According to your statistics, in Indonesia, in 2017 there were 2.18B chickens alive at any time (official data, http://www.fao.org/faostat/en/#data/QA), 167M hens in the egg-laying hen industry (official data, http://www.fao.org/faostat/en/#data/QL), and 2.85B chickens slaughtered for meat (“FAO data based on imputation methodology”, http://www.fao.org/faostat/en/#data/QL). It would follow that the average slaughter age of meat chicken is very approximately 365 × (2.18B-167M) / 2.85B = 257 days, which is much higher than any figure for meat chicken lifespan I’ve seen. According to https://apps.fas.usda.gov/newgainapi/ap ... 3-2017.pdf , meat chicken in Indonesia rarely live beyond 35 days.
My estimation of the 257 days figure is inaccurate because:
*It ignores pre-slaughter mortality. However, the meat chicken pre-slaughter mortality rate in Indonesia seems to be not nearly high enough to explain the discrepancy. According to https://pdf.usaid.gov/pdf_docs/pbaaa047.pdf, it’s 6-7 percent.

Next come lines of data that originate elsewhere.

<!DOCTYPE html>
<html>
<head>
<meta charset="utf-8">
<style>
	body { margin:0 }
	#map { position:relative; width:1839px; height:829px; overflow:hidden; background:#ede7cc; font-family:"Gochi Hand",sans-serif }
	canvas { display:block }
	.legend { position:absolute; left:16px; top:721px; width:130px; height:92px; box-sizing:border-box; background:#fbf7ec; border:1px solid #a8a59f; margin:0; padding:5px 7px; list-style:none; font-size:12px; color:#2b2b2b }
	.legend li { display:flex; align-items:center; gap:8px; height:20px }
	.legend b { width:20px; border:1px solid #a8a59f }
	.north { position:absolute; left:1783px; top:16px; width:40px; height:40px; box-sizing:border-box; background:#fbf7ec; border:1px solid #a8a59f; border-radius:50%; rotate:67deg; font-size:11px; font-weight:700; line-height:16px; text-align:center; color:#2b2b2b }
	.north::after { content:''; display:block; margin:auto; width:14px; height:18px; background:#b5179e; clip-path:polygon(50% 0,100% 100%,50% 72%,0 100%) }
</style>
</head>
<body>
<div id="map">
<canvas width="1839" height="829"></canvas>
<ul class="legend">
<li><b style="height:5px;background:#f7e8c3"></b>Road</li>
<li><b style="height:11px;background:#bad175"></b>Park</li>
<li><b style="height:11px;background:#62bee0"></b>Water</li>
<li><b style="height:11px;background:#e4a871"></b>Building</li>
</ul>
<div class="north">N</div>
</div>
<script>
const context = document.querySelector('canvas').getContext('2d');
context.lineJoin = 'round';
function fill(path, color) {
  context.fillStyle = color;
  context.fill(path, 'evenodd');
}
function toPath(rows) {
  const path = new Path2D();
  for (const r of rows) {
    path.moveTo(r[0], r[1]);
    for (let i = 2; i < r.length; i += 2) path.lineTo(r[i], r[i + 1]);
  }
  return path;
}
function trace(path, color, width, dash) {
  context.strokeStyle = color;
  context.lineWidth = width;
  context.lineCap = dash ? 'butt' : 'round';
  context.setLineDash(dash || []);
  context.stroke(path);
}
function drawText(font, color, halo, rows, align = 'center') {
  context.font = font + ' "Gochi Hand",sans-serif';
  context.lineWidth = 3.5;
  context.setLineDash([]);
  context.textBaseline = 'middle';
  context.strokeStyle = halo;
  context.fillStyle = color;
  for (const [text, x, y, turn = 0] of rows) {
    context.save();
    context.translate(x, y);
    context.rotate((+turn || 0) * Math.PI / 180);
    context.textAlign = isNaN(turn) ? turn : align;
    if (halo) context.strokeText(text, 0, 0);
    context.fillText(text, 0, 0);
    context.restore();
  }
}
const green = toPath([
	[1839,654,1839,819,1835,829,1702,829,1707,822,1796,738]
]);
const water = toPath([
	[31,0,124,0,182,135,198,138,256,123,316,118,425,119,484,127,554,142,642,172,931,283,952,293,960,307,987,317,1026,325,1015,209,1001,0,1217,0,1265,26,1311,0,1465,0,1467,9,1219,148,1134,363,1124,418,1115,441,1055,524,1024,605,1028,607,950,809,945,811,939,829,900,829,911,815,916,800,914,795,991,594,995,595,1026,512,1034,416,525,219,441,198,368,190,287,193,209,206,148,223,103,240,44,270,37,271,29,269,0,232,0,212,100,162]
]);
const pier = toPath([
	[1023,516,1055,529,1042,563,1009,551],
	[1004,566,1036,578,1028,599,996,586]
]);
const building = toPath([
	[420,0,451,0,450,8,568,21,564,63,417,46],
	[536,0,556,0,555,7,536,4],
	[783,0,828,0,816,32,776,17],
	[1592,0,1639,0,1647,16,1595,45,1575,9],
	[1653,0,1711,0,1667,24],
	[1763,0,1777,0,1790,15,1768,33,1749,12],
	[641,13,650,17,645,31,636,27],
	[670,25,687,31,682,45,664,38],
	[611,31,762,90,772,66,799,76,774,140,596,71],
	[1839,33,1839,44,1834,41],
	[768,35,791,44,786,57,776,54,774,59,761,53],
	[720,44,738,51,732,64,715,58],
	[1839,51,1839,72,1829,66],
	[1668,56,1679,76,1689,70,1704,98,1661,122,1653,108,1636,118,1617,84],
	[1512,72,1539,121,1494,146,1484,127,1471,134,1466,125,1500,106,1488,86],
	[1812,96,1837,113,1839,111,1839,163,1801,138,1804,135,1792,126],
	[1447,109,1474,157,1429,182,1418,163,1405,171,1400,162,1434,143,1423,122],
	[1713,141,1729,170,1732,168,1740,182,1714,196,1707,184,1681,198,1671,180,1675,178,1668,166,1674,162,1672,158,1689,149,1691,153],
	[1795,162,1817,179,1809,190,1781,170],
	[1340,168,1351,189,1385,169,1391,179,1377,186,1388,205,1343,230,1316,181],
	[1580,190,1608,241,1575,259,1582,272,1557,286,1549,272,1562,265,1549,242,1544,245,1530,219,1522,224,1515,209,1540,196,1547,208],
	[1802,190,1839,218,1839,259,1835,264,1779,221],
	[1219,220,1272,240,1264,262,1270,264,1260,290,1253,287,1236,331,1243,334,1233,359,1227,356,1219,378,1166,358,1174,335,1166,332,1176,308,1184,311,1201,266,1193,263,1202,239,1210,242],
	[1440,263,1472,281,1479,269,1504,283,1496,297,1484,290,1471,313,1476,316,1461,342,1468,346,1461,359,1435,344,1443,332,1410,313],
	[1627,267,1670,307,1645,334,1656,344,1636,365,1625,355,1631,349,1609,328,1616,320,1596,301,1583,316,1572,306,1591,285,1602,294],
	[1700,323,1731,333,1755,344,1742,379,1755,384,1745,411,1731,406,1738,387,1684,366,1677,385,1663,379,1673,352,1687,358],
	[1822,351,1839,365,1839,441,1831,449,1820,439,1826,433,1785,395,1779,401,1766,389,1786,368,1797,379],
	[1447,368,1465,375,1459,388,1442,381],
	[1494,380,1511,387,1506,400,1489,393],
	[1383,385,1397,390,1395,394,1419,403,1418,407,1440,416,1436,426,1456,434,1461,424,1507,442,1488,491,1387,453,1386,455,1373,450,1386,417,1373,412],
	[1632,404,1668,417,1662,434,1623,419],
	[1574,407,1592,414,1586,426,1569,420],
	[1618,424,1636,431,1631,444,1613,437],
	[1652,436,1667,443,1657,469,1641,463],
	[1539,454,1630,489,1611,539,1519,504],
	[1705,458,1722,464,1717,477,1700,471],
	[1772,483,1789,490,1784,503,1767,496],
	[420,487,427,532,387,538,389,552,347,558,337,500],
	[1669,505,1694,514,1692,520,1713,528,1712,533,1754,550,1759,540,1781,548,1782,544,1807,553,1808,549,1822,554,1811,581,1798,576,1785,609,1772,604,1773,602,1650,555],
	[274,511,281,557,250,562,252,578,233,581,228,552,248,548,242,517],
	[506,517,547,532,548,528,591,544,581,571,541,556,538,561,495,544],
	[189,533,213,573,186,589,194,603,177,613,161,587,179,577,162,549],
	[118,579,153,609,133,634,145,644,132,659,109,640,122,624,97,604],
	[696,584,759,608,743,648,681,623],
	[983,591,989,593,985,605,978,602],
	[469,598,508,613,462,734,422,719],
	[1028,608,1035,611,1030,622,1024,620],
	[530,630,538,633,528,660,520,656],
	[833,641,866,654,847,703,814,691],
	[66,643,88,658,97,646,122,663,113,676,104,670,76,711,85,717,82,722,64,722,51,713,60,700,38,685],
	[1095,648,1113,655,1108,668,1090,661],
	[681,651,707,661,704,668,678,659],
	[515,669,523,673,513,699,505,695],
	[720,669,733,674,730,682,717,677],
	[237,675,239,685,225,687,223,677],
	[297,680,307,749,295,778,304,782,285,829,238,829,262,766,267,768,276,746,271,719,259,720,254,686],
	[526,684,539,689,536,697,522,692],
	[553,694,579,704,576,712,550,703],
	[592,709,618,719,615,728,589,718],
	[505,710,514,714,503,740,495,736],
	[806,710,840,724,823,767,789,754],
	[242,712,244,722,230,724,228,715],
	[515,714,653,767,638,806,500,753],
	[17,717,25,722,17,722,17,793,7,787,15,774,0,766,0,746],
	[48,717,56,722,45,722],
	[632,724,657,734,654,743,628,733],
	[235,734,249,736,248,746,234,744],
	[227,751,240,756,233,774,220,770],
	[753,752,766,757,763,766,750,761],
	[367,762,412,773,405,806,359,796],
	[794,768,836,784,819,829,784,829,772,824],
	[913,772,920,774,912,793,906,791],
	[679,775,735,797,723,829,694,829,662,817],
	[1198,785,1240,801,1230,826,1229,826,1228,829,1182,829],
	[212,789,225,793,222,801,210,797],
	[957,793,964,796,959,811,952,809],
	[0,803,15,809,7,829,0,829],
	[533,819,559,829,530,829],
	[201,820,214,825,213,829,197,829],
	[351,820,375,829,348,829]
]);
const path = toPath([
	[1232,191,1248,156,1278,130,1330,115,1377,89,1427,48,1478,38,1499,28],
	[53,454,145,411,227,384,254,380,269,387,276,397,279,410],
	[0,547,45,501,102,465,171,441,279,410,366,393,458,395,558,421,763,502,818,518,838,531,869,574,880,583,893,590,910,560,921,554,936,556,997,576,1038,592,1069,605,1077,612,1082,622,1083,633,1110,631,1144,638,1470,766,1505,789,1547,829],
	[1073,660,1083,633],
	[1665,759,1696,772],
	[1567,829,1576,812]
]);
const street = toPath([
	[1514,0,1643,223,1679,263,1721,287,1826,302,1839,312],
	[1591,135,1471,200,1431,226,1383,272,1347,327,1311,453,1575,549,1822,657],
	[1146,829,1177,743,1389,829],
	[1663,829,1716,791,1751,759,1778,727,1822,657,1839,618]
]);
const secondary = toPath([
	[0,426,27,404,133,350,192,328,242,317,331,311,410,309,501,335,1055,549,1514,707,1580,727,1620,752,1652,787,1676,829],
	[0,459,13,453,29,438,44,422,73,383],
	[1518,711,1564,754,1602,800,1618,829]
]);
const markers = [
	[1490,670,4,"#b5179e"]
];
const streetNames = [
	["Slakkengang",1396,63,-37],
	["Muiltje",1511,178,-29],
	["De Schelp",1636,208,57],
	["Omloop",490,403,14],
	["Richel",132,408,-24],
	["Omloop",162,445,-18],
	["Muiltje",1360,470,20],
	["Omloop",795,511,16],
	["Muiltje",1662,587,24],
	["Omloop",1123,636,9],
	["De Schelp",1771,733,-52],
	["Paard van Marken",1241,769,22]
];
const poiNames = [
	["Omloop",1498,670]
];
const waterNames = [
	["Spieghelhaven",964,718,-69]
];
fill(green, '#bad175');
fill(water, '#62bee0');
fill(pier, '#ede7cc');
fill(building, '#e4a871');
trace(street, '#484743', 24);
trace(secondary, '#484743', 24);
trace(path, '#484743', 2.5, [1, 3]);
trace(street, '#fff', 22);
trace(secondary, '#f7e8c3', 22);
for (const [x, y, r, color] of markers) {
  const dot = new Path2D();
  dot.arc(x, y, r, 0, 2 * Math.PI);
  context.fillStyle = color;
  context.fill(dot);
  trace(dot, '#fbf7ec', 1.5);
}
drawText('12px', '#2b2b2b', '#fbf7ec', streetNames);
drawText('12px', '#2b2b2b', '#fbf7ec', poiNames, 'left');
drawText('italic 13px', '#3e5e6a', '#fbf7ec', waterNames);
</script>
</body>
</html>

* It ignores live exports and imports. According to http://www.fao.org/faostat/en/#data/TA, in 2017, Indonesia imported 5.3M live chickens and exported 7,000. This wouldn’t be enough to explain the discrepancy either.
I don’t see any other explanation that would explain the discrepancy of this size. Hence, I think something is wrong with one of the numbers in your statistics.
Statistical Yearbook of Indonesia 2017 (page 280, https://www.bps.go.id/website/pdf_publi ... f#page=321) claims that there are 1.6B meat chicken alive at any time, which is lower than the figure I estimated from FAOSTAT (2.18B-167M = 2B) but still much higher than we should expect by looking at the slaughter total.